The utility sled will help you work more efficiently in winter and be great for prepping!

No, I don’t sell sleds or make any money from the sale of sleds.  I just wanted to recommend one for you for this winter to help you with any winter works.  A simple thing, really, but it can make a lot of distance for what you do.  It also has prepping uses.  The sled can be used to haul wood, a game animal you’ve hunted, or even to help you remove snow with a shovel.

The one I’m referring to I picked up at Wal-Mart several years ago, but you can find them on for the same price or cheaper…about $50.  You want the one that resembles a “boat,” made of black plastic.  The ones from Wal Mart are made of polyethylene and have a rope for hauling or towing attached to the front edge.

Here’s Why You Need This For Winter

Now, you can haul a tremendous amount of weight over snow and/or ice…even gravel or fairly-even rough ground.  Naturally, with snow and ice, there is less resistance on the bottom of the sled.  When I’m not cutting wood (I do so all winter long) and moving it around, I’m often out in the woods and I like the ability to use the sled for different things.  I can throw a large rucksack and some extra gear in it and drag it around with me all over the place.  It also ensures if I’m sleeping outside that I’m going to stay really dry.

What I did is to drill holes (1/8” in diameter) into the frame in 6 places.  In each of these holes, I emplaced hard, plastic construction dimples for mounting screws into walls and drywall.  These I drove into the hole with a hammer.  I have these rods that I stick into the holes to run across the sled, as in a “half-hoop,” almost akin to the ribs on a Conestoga/covered wagon of old.  Overtop of this, I place a tarp, and using utility clamps, I secure it in place on top of the hoops, and further tie off the corners and stake them into the ground.  Voila!

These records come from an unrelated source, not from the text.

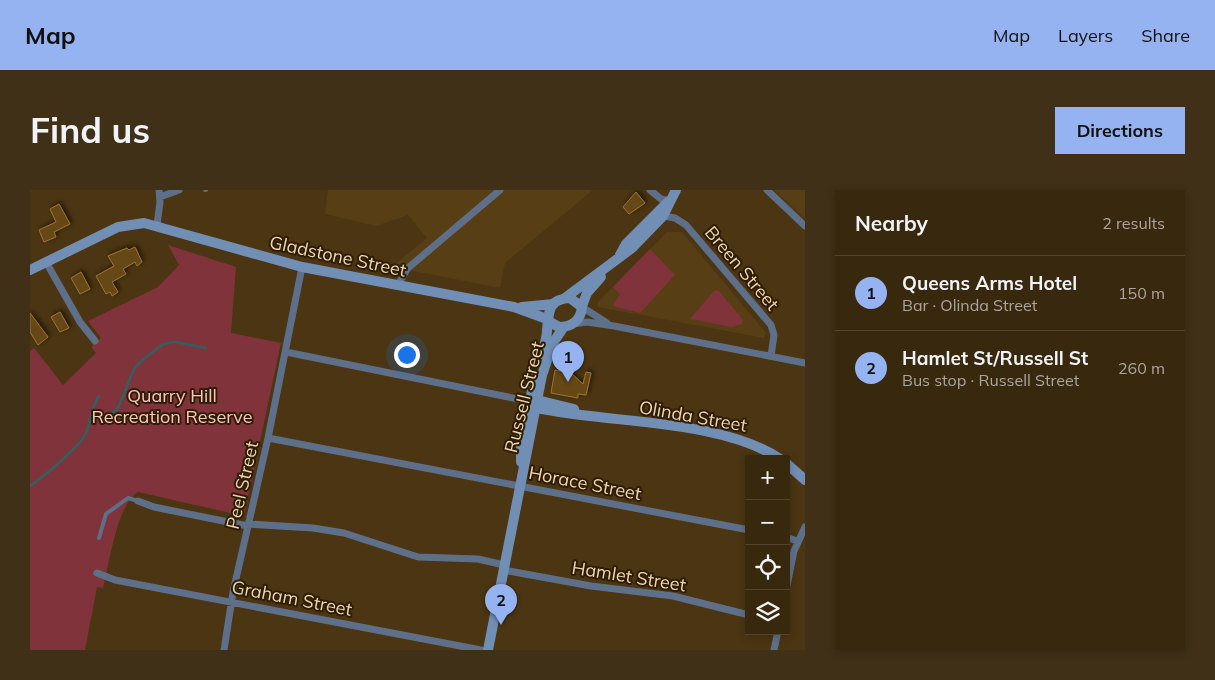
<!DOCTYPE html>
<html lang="en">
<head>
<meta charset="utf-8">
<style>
	body { margin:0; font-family:Mulish,sans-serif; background:#3f3017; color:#f1f3f6 }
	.controls { position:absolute; right:15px; bottom:15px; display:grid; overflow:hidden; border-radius:0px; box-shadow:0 2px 8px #0003 }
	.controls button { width:45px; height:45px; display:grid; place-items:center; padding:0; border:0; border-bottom:1px solid #52442e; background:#38280e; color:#f1f3f6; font:25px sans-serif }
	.you { position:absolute; left:376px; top:164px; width:18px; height:18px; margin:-12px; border:4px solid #fff; border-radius:50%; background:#1a73e8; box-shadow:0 0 0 8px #1a73e833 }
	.badge { display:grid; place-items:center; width:32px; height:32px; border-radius:50%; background:#95b2f1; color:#111; font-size:16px; font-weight:700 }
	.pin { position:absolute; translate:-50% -41px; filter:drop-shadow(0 1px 2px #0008) }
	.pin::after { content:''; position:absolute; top:26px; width:18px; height:15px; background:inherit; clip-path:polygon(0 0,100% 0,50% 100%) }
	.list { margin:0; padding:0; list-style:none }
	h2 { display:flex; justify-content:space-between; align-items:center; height:65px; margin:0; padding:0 20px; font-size:21px }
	h2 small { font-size:16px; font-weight:400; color:#aba69e }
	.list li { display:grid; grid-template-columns:32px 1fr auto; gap:15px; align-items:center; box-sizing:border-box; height:75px; padding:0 20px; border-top:1px solid #52442e }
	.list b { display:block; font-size:19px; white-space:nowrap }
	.list p { margin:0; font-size:16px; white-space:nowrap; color:#aba69e }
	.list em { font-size:16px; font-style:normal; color:#aba69e }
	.icon { flex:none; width:28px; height:28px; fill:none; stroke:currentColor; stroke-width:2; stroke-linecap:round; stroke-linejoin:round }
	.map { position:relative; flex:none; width:775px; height:460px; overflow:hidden; border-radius:0px }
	header { display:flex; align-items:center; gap:30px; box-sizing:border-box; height:70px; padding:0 25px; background:#95b2f1; color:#111 }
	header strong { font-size:24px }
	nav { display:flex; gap:28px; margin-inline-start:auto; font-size:18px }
	.intro { display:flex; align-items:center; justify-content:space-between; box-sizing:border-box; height:120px; padding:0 30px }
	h1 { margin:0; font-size:35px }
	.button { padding:12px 22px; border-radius:0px; background:#95b2f1; color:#111; font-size:18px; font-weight:700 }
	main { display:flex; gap:30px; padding:0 30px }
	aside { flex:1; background:#38280e; border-radius:0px; box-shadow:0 2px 8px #0003 }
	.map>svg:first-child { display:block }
	.built { fill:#573e15 }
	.green { fill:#81333c }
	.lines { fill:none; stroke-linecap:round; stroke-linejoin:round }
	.stream { stroke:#2f6161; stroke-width:2.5 }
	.building { fill:#664712; stroke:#9f7431; filter:url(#shadow) }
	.lane { stroke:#5e7089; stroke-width:4 }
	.street { stroke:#5e7089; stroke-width:7 }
	.secondary { stroke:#718eb5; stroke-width:10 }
	.labels { text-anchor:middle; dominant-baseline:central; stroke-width:4; stroke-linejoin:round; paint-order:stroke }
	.street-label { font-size:18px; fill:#edd6b6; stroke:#2e1d02 }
	.park-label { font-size:18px; fill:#fcc3c5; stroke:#2e1d02 }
</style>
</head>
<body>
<header>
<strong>Map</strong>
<nav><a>Map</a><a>Layers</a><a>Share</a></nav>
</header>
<div class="intro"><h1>Find us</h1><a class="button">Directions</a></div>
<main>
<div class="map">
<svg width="775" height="460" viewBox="0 0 775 460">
	<defs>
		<filter id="shadow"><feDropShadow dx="2" dy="-2" stdDeviation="2.5" flood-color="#0009"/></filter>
	</defs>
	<rect width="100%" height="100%" fill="#4b3512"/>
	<path class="built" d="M298,0h265l-88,73 -5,25 -112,-22 6,-1 33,-27 -19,-23 -32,11 -51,-12z
		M744,0h31v29z
		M637,42h15l84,101 -2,5 -166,-31v-5z
		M530,171l12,3 8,9 11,2 -4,21 -33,-6z"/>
	<path class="green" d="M138,55l68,22 -5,66 50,10 -37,173 -106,-24c-21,12 -29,73 -35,96l-6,-1 -12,63h-55v-299l4,-3 29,37 33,-32 -5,-6 10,-9 -13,-17 70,-34 21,-22z
		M620,59l25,26 -35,38 -27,-7 7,-12 -7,-7z
		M688,100l25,30 -2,4 -9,3 -42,-8 24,-28z"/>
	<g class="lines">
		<path class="stream" d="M59,232l21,-7 8,-7 16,-39 6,-7 23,-18 12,-2 31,6
			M0,296c14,-10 50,-39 56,-53 5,-13 5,-25 13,-37"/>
	</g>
	<path class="building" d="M606,2l9,11 -16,11 -6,-7z
		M29,14l11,20 -16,8 2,5 -12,5 -5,-12 17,-8 -6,-13z
		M105,57l7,15 -5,4 -2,-4 -12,7 3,5 -14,8 6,10 -6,4 -2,-4 -4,2 -10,-18 18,-10 -6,-10 19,-8 2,2z
		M51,82l9,17 -10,5 -9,-16z
		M30,122l9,16 -9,4 -9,-15z
		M0,123l18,24 -10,8 -8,-13z
		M525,180l16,3 12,11 3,-12 5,1 -5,22 -8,-1v4l-27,-5z"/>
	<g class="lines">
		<path class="lane" d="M175,0h1
			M69,348l7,-24 22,-16 10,3"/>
		<path class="street" d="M620,0l11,9 8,2
			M737,0l38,36
			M130,7l19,-7
			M633,26l12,2 11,7 85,100 3,10 -3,21
			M127,35l3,-23 -1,-12
			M16,72l34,60 15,19
			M367,96l11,-18 92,-78
			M552,117l25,16
			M543,134l14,-2 27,4 191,37
			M256,162l242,49
			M238,248l481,92
			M108,311l16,6 94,19
			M218,334l65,4 31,5 74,24 60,2 26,6
			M756,347l11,4
			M473,380l88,16 82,10 76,19
			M67,383l18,7 366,70
			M756,400l8,-39 11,-24
			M194,460l9,-58 35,-154 34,-171
			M744,460l4,-19"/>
		<path class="secondary" d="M590,65l6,-11 43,-43
			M0,80l88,-43 26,-4 158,44 212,40 33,12
			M535,108l67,-50 31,-32 13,-26
			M552,116l5,-13 14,-16
			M492,117l32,-3
			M512,164c2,-8 5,-16 5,-24 2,-17 0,-31 23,-32l12,9c-1,13 -10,20 -23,20l-11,-6
			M498,211l8,7 18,3c66,12 170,10 226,48
			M502,211l5,-1 37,9
			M491,272v-28l15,-58
			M756,273l19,17
			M458,460l54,-275 11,-32 10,-15"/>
	</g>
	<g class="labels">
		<g class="street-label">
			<text transform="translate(308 66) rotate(12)">Gladstone Street</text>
			<text transform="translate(712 78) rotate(50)">Breen Street</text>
			<text transform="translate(494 207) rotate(-76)">Russell Street</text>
			<text transform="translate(663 226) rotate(10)">Olinda Street</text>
			<text transform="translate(555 293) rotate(11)">Horace Street</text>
			<text transform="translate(212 295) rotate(-77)">Peel Street</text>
			<text transform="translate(599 386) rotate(9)">Hamlet Street</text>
			<text transform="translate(262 408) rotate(11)">Graham Street</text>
		</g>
		<g class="park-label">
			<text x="142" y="205">Quarry Hill<tspan x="142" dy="21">Recreation Reserve</tspan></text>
		</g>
	</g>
</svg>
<div class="controls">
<button>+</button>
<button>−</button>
<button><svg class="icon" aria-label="locate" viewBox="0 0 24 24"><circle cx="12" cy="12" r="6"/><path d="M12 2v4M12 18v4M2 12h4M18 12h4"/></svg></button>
<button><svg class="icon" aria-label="layers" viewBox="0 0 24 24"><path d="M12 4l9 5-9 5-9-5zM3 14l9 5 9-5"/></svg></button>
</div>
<div class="you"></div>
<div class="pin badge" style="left:538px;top:192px">1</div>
<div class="pin badge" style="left:471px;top:435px">2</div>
</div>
<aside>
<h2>Nearby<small>2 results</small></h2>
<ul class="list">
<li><span class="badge">1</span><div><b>Queens Arms Hotel</b><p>Bar · Olinda Street</p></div><em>150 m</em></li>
<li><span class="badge">2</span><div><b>Hamlet St/Russell St</b><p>Bus stop · Russell Street</p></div><em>260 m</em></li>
</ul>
</aside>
</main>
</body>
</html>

I have a self-enclosed lean-to/tent that I place my pad on the bottom and then climb into my sleeping bag for a snooze.  Naturally, it’s on level ground, or else my little sled-lean-to might sail away on its own!  If I have to move out in a hurry?  No problem.  Just detach the rods, throw my ruck inside, and close the edges of the tarp down so they sit inside the sled.

I can carry a lot of weight in this manner.  Sometimes I cut dead fallen timber during the wintertime on the last day out in the woods before I come home and load it in the sled.  I can (and have) towed it from the back of my vehicle.  The sleds are really durable and can take a tremendous beating.  The two I have now I’ve owned since 2012 and they’ll be good for another 20 years.  They can store either by standing them up and leaning them against your place, or turn them upside down and lay them on the ground.  Just know where you left them if you get a lot of snow!

There are other uses, too.  What if I have to pop smoke and leave in the dead of winter?  I can haul a lot of gear with the sled…to about 500-600 lbs.  In addition, I can move an injured person around.  Guess what?  In an area that a helicopter could get to, it could even be used as a basket to lift an injured person with, if they didn’t have one aboard for the purpose.

I highly recommend picking up a couple to help you get through the winter months, especially if you live in a rural or wilderness area.  They are not expensive, highly durable, and will pay for themselves in no time.  JJ out!